The ryotwari system was a land revenue system implemented in British India by Sir Thomas Munro, 1st Baronet which allowed the colonial government to deal directly with farmers regarding revenue collection and gave them the freedom to cede or acquire new land for cultivation.

== Description ==
This system was in operation for nearly 50 years and had many features of revenue system of the Mughals. It was instituted in some parts of India, one of the three main systems used to collect revenues from the cultivators of agricultural land. These taxes included undifferentiated land revenue and rents, collected simultaneously. Where the land revenue was imposed directly on the ryots (the individual cultivators who actually worked the land) the system of assessment was known as ryotwari. Where the land revenue was imposed indirectly through agreements made with Zamindars the system of assessment was known as zamindari. In Bombay Presidency, Madras Presidency, Assam Province and British Burma the Zamindar usually did not have a position as a middleman between the government and the farmer.

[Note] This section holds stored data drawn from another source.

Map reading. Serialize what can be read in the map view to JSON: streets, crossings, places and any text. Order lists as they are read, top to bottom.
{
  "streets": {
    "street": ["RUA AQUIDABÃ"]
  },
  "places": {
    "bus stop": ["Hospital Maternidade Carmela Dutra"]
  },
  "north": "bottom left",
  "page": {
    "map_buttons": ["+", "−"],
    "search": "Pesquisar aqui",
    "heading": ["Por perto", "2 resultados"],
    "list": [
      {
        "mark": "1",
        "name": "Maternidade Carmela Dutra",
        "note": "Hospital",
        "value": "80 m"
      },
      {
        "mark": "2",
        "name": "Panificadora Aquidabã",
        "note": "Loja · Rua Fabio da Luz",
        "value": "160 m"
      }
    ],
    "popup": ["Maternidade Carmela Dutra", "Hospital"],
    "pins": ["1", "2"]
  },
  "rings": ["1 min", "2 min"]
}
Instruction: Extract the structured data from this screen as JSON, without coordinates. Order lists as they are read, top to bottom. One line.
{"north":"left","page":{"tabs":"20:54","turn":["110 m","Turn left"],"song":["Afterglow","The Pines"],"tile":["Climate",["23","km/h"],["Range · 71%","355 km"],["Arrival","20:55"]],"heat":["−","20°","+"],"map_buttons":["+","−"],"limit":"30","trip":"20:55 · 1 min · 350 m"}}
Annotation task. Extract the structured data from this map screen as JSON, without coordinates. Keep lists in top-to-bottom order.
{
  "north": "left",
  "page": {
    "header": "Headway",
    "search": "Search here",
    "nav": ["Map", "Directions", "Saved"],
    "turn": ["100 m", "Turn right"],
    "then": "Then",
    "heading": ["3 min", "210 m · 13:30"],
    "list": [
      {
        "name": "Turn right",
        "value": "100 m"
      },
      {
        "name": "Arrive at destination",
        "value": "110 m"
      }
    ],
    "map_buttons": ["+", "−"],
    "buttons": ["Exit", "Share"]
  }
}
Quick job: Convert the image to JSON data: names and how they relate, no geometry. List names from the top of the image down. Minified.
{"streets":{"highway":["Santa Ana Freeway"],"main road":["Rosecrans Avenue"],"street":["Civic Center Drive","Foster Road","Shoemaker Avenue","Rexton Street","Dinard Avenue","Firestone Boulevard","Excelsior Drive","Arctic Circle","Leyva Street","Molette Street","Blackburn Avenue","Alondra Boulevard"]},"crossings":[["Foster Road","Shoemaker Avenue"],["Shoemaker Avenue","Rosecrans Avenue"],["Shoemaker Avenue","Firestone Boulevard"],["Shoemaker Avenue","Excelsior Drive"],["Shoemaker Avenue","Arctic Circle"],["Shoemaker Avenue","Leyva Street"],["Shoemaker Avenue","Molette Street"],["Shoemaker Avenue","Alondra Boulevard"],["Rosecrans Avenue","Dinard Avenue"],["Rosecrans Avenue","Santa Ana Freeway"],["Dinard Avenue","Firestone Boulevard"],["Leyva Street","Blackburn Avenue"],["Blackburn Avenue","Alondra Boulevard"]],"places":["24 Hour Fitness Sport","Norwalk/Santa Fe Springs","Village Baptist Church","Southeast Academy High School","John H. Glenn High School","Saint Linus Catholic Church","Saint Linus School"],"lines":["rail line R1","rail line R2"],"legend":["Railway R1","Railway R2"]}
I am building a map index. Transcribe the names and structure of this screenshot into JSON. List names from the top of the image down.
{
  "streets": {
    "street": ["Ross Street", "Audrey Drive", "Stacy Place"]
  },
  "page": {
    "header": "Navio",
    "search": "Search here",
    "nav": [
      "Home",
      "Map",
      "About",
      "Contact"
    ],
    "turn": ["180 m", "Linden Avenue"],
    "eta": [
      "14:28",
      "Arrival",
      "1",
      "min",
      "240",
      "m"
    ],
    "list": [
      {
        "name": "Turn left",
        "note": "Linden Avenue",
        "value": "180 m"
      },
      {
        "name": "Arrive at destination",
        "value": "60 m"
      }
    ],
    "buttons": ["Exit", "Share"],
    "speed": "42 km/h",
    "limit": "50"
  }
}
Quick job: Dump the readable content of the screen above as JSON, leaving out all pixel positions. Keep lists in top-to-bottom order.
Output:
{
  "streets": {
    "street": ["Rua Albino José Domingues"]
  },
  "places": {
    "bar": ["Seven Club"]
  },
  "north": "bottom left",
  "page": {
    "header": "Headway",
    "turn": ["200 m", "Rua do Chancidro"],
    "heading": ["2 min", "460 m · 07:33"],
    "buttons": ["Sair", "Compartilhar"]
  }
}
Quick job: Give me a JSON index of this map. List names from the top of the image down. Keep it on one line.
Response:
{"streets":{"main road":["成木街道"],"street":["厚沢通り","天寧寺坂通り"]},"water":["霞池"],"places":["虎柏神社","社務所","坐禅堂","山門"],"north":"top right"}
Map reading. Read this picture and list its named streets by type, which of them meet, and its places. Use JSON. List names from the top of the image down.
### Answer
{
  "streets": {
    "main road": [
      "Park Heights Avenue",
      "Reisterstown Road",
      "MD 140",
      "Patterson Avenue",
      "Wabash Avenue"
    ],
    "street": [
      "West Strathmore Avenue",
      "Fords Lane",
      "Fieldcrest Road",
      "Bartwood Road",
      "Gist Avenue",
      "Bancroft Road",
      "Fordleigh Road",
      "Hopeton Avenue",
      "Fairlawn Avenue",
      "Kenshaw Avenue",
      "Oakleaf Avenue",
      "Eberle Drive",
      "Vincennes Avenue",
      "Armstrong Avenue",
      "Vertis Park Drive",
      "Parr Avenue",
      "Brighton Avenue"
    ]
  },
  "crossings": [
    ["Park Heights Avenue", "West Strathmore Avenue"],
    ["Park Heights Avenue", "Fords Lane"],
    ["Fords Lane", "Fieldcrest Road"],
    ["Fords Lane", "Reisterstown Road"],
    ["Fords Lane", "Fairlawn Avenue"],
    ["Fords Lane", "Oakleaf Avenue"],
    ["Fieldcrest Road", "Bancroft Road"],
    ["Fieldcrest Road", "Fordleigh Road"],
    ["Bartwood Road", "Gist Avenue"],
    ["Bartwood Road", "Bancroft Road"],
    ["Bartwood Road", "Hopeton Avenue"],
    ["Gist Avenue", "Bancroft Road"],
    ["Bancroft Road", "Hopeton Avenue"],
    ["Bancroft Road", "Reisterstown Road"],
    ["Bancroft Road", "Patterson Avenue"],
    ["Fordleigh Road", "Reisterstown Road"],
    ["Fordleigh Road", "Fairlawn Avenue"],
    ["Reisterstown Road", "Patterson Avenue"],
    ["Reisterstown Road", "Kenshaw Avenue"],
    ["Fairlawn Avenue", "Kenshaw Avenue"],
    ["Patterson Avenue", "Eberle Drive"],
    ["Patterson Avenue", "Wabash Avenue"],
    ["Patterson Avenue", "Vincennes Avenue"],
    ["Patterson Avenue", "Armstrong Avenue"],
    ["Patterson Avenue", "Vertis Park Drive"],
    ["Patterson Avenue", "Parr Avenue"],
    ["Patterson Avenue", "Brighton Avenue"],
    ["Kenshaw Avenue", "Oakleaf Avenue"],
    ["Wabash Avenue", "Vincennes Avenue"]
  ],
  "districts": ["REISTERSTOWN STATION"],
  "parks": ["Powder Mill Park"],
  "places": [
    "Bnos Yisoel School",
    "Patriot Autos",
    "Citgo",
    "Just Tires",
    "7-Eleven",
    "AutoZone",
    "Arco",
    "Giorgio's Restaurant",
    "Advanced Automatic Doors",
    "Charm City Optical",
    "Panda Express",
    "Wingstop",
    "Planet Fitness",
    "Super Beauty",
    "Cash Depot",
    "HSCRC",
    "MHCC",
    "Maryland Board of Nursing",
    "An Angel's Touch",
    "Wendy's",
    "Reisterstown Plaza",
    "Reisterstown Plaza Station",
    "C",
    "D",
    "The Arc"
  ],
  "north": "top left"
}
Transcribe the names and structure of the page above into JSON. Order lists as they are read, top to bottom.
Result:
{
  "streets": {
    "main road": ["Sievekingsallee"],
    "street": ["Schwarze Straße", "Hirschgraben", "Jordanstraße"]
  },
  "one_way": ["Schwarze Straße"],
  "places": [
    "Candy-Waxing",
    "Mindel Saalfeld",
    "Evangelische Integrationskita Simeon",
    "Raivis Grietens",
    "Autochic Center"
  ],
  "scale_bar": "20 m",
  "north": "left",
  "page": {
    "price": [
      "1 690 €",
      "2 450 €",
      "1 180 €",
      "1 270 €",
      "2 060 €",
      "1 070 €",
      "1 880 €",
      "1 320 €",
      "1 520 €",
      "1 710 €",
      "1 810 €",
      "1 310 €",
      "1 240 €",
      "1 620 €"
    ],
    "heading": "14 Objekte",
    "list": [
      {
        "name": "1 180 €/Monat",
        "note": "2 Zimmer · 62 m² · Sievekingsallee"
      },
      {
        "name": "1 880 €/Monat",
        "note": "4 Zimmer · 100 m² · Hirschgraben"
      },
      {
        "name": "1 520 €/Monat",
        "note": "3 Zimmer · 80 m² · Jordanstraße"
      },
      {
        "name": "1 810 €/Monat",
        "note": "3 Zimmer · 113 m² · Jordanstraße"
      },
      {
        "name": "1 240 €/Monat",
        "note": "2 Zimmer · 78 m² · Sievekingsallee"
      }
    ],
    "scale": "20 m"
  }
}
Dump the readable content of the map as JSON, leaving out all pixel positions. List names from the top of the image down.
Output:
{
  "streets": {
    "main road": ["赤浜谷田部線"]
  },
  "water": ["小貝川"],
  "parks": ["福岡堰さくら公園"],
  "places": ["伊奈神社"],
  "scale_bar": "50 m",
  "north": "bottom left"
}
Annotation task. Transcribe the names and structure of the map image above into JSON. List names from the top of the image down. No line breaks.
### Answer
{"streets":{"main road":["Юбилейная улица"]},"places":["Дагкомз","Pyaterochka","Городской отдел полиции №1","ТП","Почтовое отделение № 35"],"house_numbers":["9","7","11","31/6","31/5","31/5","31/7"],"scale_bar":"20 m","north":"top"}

An official report by John Stuart Mill, who was working for the East India Company in 1857, explained the Ryotwari land tenure system as follows:

Under the Ryotwari System every registered holder of land is recognised as its proprietor, and pays direct to Government. He is at liberty to sublet his property, or to transfer it by gift, sale, or mortgage. He cannot be ejected by Government so long as he pays the fixed assessment, and has the option annually of increasing or diminishing his holding, or of entirely abandoning it. In unfavourable seasons remissions of assessment are granted for entire or partial loss of produce. The assessment is fixed in money, and does not vary from year to year, in those cases where water is drawn from a Government source of irrigation to convert dry land into wet, or into two-crop land, when an extra rent is paid to Government for the water so appropriated; nor is any addition made to the assessment for improvements effected at the Ryot's own expense. The Ryot under this system is virtually a Proprietor on a simple and perfect title, and has all the benefits of a perpetual lease without its responsibilities, in as much as he can at any time throw up his lands, but cannot be ejected so long as he pays his dues; he receives assistance in difficult seasons, and is irresponsible for the payment of his neighbours... The Annual Settlements under Ryotwari are often misunderstood, and it is necessary to explain that they are rendered necessary by the right accorded to the Ryot of dimi
Rapeg or extending his cultivation from year to year. Their object is to determine how much of the assessment due on his holding the Ryot shall pay, and not to reassess the land. In these cases where no change occurs in the Ryots holding a fresh Patta or lease is not issued, and such parties are in no way affected by the Annual Settlement, which they are not required to attend.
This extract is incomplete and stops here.